When the film itself arrived, it didn’t bring about many answers. Just cinemas filled with chaos, fear and confusion. Now, the original musical’s composer, Andrew Lloyd Webber himself, has finally coughed up a hairball of feedback, and it’s fair to say he’s not exactly purring for joy.
In a recent interview, Webber sunk his claws into the silver screen adaptation of his beloved stage musical, declaring, ‘the whole thing was ridiculous’.
Webber, 72, told The Sunday Times:
The problem with the film was that Tom Hooper decided that he didn’t want anybody involved in it who was involved in the original show.

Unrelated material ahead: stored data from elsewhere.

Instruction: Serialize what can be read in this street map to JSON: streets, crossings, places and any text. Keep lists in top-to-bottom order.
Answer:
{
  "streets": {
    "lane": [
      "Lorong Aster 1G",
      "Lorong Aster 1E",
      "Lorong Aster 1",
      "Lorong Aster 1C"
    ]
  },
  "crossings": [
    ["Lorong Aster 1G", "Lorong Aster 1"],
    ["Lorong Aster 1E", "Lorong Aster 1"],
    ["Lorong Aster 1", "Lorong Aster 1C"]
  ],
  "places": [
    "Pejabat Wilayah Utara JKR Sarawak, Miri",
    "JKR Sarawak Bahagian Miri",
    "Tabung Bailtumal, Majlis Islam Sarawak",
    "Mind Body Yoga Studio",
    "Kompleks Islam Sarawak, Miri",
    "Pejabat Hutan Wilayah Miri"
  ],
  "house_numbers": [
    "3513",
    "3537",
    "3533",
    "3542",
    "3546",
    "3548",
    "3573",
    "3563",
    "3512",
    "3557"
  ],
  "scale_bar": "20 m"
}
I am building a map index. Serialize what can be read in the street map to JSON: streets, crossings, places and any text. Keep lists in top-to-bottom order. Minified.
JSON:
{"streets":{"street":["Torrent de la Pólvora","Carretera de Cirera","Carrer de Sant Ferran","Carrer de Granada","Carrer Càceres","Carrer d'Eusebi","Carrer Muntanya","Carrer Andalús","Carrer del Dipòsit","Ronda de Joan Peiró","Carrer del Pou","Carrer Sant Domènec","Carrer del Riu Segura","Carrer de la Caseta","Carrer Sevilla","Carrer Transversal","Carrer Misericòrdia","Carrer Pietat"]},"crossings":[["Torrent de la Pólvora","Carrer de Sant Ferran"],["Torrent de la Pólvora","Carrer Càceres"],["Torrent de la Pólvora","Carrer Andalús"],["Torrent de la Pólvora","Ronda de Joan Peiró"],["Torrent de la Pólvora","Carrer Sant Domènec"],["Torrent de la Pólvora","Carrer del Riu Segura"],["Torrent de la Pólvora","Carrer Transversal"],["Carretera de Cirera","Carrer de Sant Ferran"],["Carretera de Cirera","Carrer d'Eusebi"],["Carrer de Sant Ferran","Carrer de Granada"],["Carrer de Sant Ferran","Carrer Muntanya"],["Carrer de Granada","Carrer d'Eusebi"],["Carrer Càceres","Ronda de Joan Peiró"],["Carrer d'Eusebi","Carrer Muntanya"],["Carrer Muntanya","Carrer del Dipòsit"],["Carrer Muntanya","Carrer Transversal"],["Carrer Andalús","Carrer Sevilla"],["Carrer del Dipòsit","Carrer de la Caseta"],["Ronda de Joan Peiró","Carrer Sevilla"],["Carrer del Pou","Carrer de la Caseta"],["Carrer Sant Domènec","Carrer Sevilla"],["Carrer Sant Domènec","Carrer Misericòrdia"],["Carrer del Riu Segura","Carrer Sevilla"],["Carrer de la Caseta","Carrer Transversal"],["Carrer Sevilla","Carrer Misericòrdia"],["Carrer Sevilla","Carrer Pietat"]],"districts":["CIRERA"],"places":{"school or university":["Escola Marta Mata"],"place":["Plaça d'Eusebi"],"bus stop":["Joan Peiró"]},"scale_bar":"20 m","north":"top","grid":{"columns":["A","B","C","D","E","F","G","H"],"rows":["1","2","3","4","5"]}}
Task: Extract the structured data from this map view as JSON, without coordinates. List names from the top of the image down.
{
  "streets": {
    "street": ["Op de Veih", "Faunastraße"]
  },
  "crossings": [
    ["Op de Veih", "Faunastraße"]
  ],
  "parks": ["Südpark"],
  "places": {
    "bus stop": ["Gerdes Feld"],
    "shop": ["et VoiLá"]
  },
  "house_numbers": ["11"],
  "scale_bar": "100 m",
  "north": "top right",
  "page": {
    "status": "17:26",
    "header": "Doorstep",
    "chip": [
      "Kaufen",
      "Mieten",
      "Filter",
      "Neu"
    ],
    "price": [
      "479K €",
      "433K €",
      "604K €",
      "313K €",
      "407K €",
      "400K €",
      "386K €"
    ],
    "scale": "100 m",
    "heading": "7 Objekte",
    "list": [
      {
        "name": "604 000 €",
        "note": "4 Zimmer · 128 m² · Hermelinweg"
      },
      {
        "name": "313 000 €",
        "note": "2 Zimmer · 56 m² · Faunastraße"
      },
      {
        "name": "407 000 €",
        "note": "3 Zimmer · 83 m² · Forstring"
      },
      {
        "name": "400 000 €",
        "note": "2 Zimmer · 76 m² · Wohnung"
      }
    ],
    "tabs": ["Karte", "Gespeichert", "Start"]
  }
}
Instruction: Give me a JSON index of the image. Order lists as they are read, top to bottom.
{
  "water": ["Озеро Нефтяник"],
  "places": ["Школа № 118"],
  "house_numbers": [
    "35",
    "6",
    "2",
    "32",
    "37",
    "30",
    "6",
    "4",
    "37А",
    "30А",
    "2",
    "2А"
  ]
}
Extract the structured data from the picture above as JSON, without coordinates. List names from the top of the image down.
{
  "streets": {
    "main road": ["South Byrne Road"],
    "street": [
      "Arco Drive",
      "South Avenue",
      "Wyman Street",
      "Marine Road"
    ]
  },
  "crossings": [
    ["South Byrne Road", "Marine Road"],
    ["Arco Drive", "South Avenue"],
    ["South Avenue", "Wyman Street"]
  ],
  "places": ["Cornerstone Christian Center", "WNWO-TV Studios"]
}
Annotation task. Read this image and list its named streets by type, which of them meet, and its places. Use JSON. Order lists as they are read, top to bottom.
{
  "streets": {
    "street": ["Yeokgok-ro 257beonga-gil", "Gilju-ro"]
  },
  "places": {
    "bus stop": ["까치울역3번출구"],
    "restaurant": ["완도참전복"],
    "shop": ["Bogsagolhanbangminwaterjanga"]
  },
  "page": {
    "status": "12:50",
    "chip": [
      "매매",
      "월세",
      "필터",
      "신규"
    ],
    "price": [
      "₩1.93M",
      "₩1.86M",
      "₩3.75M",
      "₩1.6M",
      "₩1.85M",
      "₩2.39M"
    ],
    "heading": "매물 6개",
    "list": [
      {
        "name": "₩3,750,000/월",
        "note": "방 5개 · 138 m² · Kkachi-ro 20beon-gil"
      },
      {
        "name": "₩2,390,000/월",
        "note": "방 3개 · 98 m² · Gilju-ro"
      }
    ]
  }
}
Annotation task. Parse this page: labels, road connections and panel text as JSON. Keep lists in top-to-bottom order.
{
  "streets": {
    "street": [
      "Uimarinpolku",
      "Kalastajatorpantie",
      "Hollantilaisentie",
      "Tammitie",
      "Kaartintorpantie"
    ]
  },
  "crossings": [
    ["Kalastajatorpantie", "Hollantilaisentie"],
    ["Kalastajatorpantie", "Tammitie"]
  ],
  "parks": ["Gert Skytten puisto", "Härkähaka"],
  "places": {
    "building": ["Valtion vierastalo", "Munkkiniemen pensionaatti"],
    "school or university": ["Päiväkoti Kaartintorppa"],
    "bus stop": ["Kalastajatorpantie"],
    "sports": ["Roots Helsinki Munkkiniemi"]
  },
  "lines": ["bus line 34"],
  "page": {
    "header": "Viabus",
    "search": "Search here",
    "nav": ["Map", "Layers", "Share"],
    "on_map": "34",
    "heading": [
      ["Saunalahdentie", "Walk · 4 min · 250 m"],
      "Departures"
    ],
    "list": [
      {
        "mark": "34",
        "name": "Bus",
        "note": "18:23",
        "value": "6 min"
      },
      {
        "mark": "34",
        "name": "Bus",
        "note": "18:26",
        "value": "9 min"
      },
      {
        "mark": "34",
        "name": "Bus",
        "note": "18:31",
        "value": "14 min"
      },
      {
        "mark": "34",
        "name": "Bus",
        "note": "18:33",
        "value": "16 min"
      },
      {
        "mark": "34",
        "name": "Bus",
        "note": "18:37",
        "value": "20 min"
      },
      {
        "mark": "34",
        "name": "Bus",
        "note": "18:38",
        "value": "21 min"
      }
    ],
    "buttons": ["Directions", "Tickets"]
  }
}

The Tony award-winning composer was listed as an executive producer on the movie, and also co-wrote new song Beautiful Ghost with Taylor Swift.
This isn’t the first time Webber has expressed displeasure with the movie, which currently holds a woeful 20% critics score on Rotten Tomatoes.
In May, Webber took aim at James Corden’s performance as Bustopher Jones while giving live commentary on a 1998 filmed version of Cats.
Webber stated, ‘I cannot tell you how absolutely un-Eliot it all was’, adding with some exasperation, ‘this song is about wit, not coarse jokes’, as Vulture reports.
Fortunately, it doesn’t look as if Corden would have been too winded by the dig. The actor and talk show host admitted to having never even watched the movie during a BBC Radio Two interview, telling host Zoe Ball, ‘I’ve heard it’s terrible’.
Webber based his 1981 musical on T. S. Eliot’s Old Possum’s Book of Practical Cats, a poetry book that introduces the reader to a variety of charming and eccentric feline characters.
According to the official website, Cats ranks among the longest-running shows in West End and Broadway history, having played at the New London Theatre for 21 record-breaking years and nearly 9,000 performances following its 1981 debut.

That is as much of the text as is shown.